■ What this task involves
Every record that follows should be output exactly as it is given.

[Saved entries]
========

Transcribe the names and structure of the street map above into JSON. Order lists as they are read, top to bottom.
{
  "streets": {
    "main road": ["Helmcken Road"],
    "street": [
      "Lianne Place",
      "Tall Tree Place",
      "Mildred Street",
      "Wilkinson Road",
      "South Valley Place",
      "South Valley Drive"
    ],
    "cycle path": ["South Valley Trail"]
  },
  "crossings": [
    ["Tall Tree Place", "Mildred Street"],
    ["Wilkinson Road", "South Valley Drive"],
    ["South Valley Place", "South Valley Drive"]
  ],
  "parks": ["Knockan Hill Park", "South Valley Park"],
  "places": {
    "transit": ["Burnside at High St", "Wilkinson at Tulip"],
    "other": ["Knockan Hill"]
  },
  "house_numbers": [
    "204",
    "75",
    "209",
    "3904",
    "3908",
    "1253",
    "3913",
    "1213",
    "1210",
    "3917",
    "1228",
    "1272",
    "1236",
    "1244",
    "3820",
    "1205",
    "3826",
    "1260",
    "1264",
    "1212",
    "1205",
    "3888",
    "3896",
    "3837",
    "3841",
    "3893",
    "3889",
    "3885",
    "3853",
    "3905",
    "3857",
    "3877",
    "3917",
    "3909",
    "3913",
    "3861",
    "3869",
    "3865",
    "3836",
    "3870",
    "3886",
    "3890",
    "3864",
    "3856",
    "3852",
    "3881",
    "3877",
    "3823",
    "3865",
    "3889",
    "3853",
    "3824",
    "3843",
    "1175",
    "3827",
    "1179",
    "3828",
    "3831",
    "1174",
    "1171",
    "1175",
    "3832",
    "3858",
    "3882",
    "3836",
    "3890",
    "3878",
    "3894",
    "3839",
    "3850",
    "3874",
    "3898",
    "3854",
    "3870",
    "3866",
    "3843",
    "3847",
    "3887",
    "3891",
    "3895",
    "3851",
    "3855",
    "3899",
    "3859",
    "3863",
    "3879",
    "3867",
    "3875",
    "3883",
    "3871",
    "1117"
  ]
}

========

■ Answer to the exercise
Transcribe the names and structure of the street map above into JSON. Order lists as they are read, top to bottom.
{
  "streets": {
    "main road": ["Helmcken Road"],
    "street": [
      "Lianne Place",
      "Tall Tree Place",
      "Mildred Street",
      "Wilkinson Road",
      "South Valley Place",
      "South Valley Drive"
    ],
    "cycle path": ["South Valley Trail"]
  },
  "crossings": [
    ["Tall Tree Place", "Mildred Street"],
    ["Wilkinson Road", "South Valley Drive"],
    ["South Valley Place", "South Valley Drive"]
  ],
  "parks": ["Knockan Hill Park", "South Valley Park"],
  "places": {
    "transit": ["Burnside at High St", "Wilkinson at Tulip"],
    "other": ["Knockan Hill"]
  },
  "house_numbers": [
    "204",
    "75",
    "209",
    "3904",
    "3908",
    "1253",
    "3913",
    "1213",
    "1210",
    "3917",
    "1228",
    "1272",
    "1236",
    "1244",
    "3820",
    "1205",
    "3826",
    "1260",
    "1264",
    "1212",
    "1205",
    "3888",
    "3896",
    "3837",
    "3841",
    "3893",
    "3889",
    "3885",
    "3853",
    "3905",
    "3857",
    "3877",
    "3917",
    "3909",
    "3913",
    "3861",
    "3869",
    "3865",
    "3836",
    "3870",
    "3886",
    "3890",
    "3864",
    "3856",
    "3852",
    "3881",
    "3877",
    "3823",
    "3865",
    "3889",
    "3853",
    "3824",
    "3843",
    "1175",
    "3827",
    "1179",
    "3828",
    "3831",
    "1174",
    "1171",
    "1175",
    "3832",
    "3858",
    "3882",
    "3836",
    "3890",
    "3878",
    "3894",
    "3839",
    "3850",
    "3874",
    "3898",
    "3854",
    "3870",
    "3866",
    "3843",
    "3847",
    "3887",
    "3891",
    "3895",
    "3851",
    "3855",
    "3899",
    "3859",
    "3863",
    "3879",
    "3867",
    "3875",
    "3883",
    "3871",
    "1117"
  ]
}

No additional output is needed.